However, almost invariably the model structure, i.e. the set of assumptions and alleged relationships among the quantities involved, is an approximation to a complex reality. As Box and Draper state; “all models are wrong, but some are useful” (Box and Draper, 1987).
From a hard-core Bayesian perspective, the ideal solution would be to extend the modelling to include a prior distribution over a set of \(H\) finite, mutually exclusive and exhaustive potential model structures \(\mathcal{M}=(\mathcal{M}_1,\mathcal{M}_2,\ldots,\mathcal{M}_H)\). In principle, these may be characterised by some common features (i.e. some Markov model to represent the natural history of a disease) and each could have slightly different assumptions; for example, \(\mathcal{M}_1\) may assume a logNormal distribution for some relevant cost, while \(\mathcal{M}_2\) may assume a Gamma.
In this case, the data would update all the prior distributions (over the parameters within each model and over the distribution of models) so as to determine a posterior probability that each of the \(\mathcal{M}_h\) is the “best” model (\(i.e.\) the one that is most supported by the data). It would be possible then to either discard the options with too small posterior probabilities or even build some form of model average, where the weights associated with each structure are these posterior probabilities. Leaving aside the technical difficulties with this strategy, the main problem is the underlying assumption that we are able to fully specify all the possible alternative models. This is rarely possible in practical scenarios.
One possible way to overcome this issue is to aim for a less ambitious objective — the basic idea is to formalise a relatively small set of possible models and compare them in terms of their out-of-sample predictions. This quantifies how well the predictive distribution for a given model would fit a replicated dataset based on the observed data. Notice that, especially in health economic evaluations, the possible models considered are merely a (rough) approximation to the complex phenomenon under study, so there is unlikely to be a guarantee that any of these models should be the “true” one.
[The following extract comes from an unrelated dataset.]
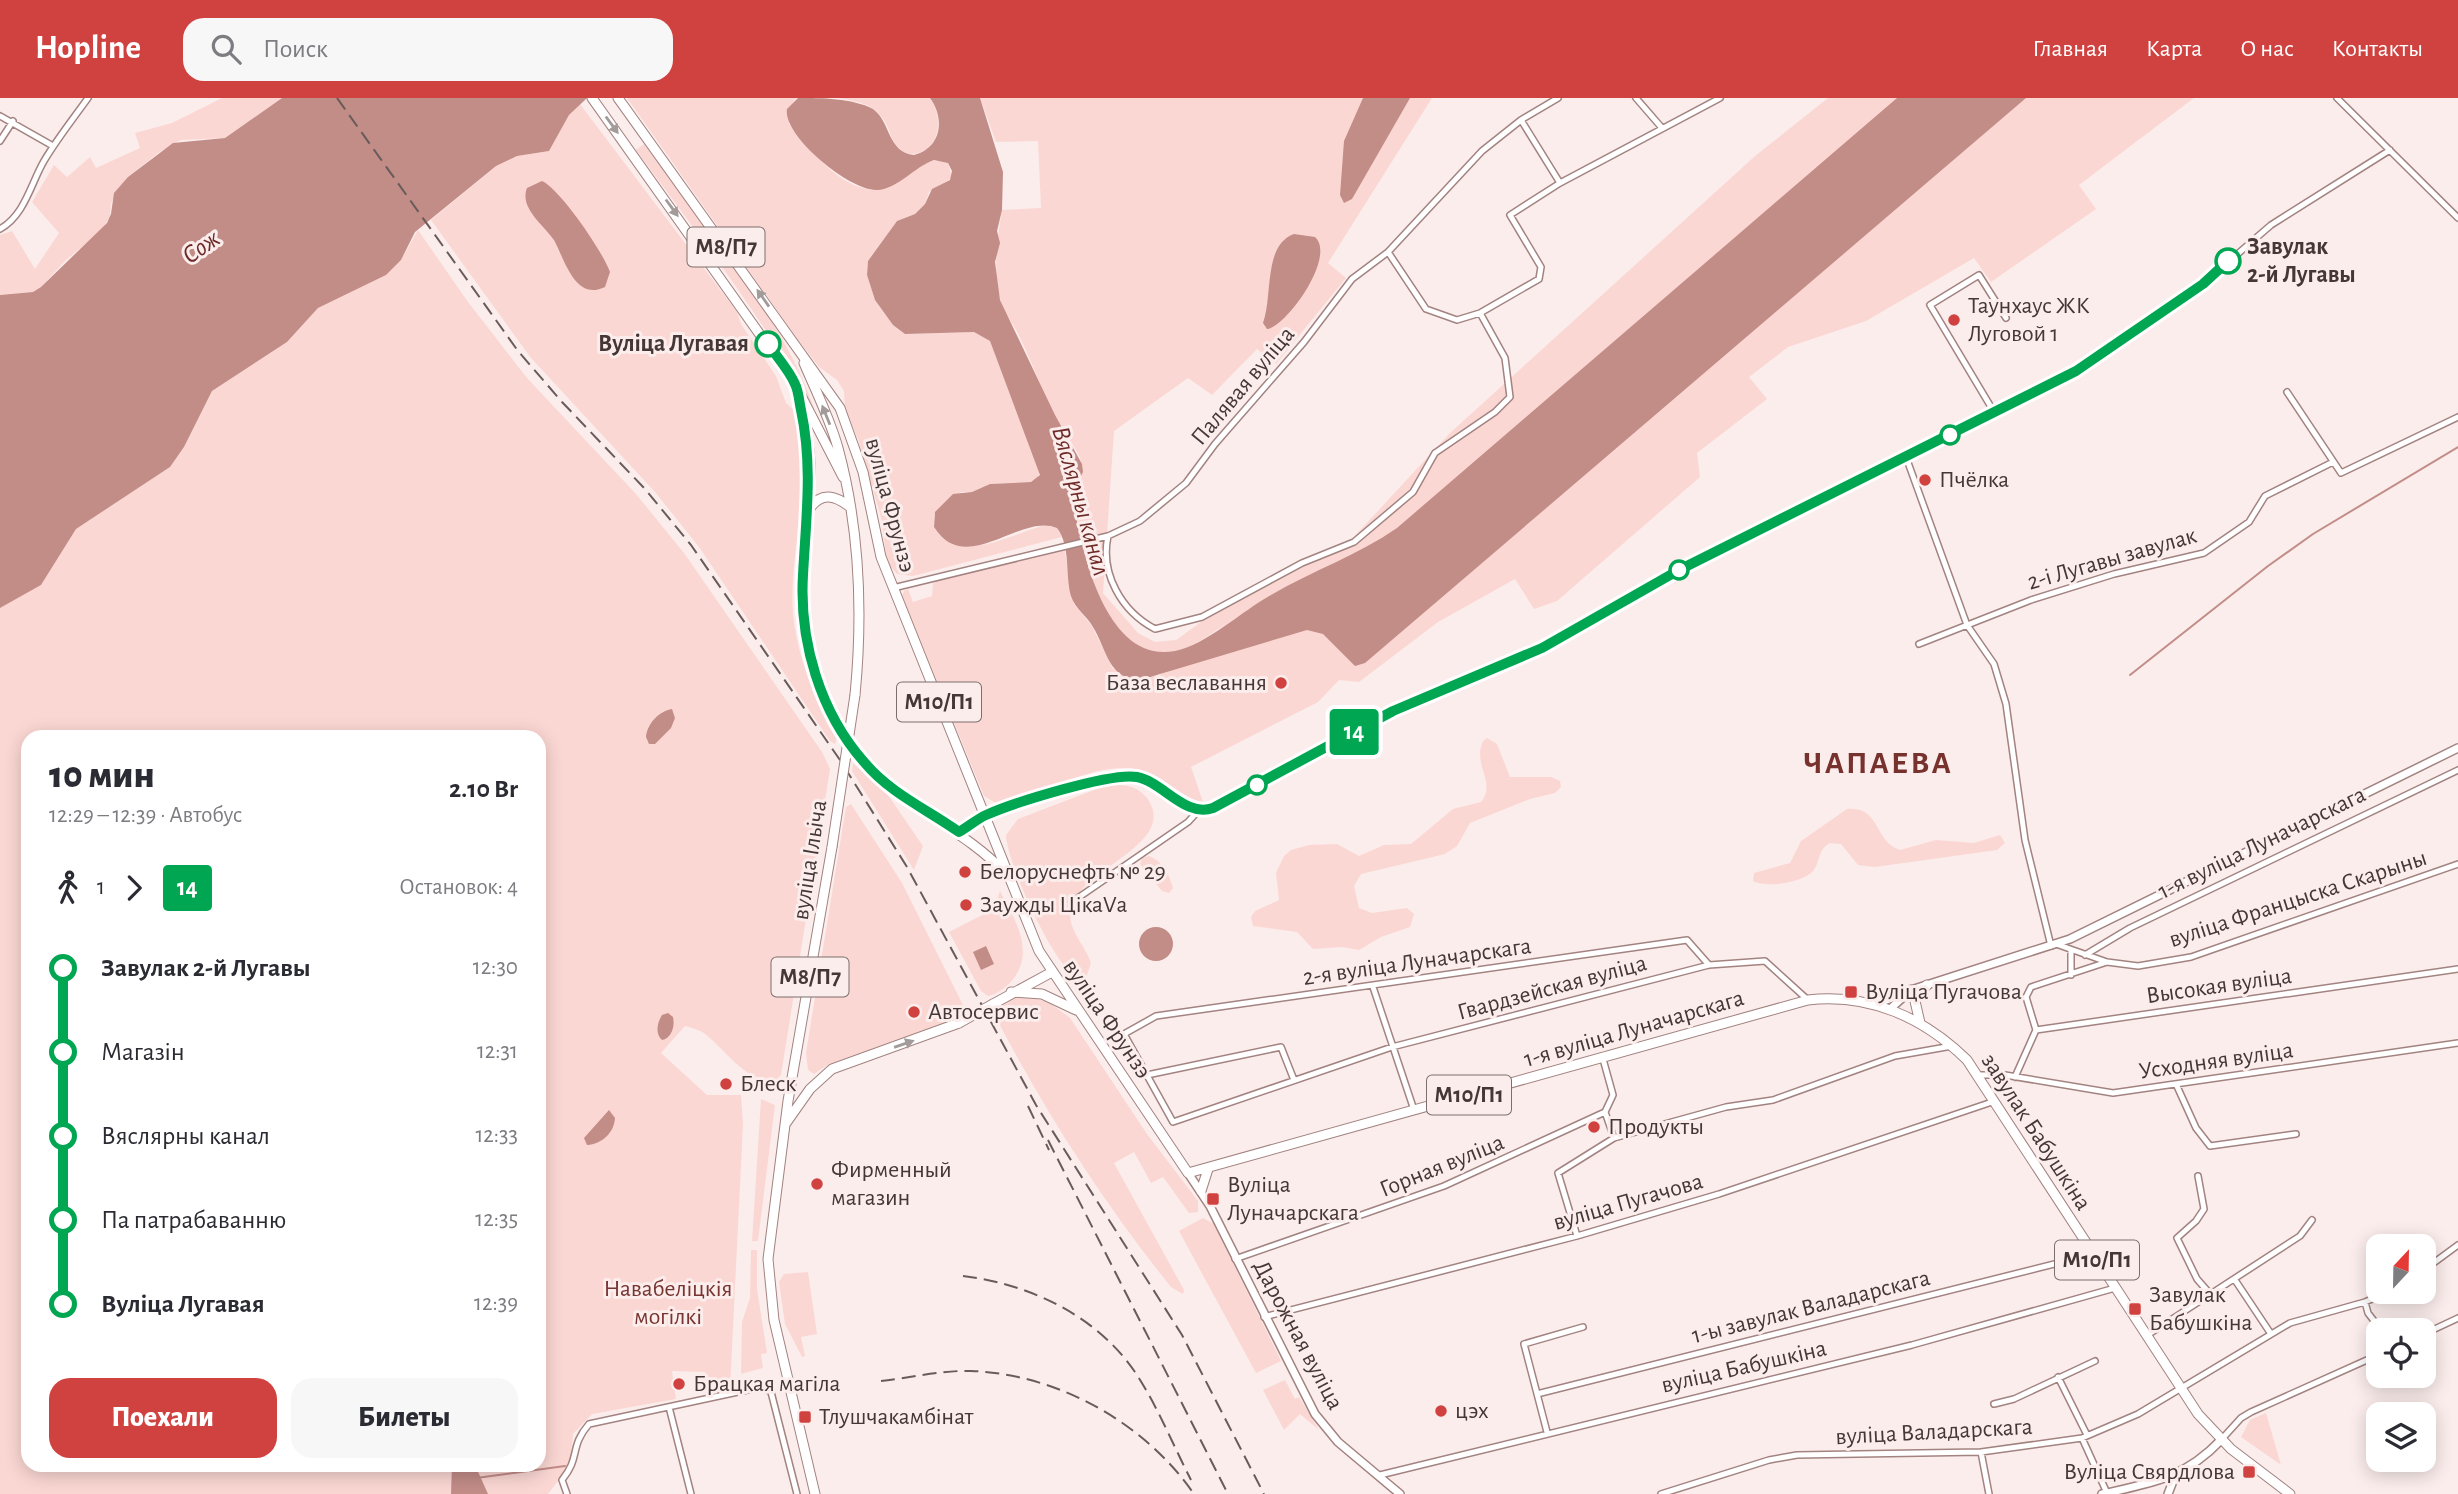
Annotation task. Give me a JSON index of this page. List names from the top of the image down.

Under this strategy, it is therefore necessary to determine a measure of goodness of fit that can be associated with each of the models being compared. Within the Bayesian framework, one convenient choice is to use the Deviance Information Criterion (DIC) (Spiegelhalter et al., 2004). A technical discussion of this quantity and its limitations is beyond the objectives of this book — for a brief discussion see (Baio, 2012). Nevertheless, the intuition behind it is that it represents a measure of model fit based on (a function of) the likelihood \(D(\theta) = -2\log p(y\mid\theta)\) and a term \(p_D\), which is used to penalise model complexity. The reason for the inclusion of the penalty is that models containing too many parameters will tend to overfit the observed data, i.e. do particularly well in terms of explaining the realised dataset, but are likely to perform poorly on other occurrences of similar data.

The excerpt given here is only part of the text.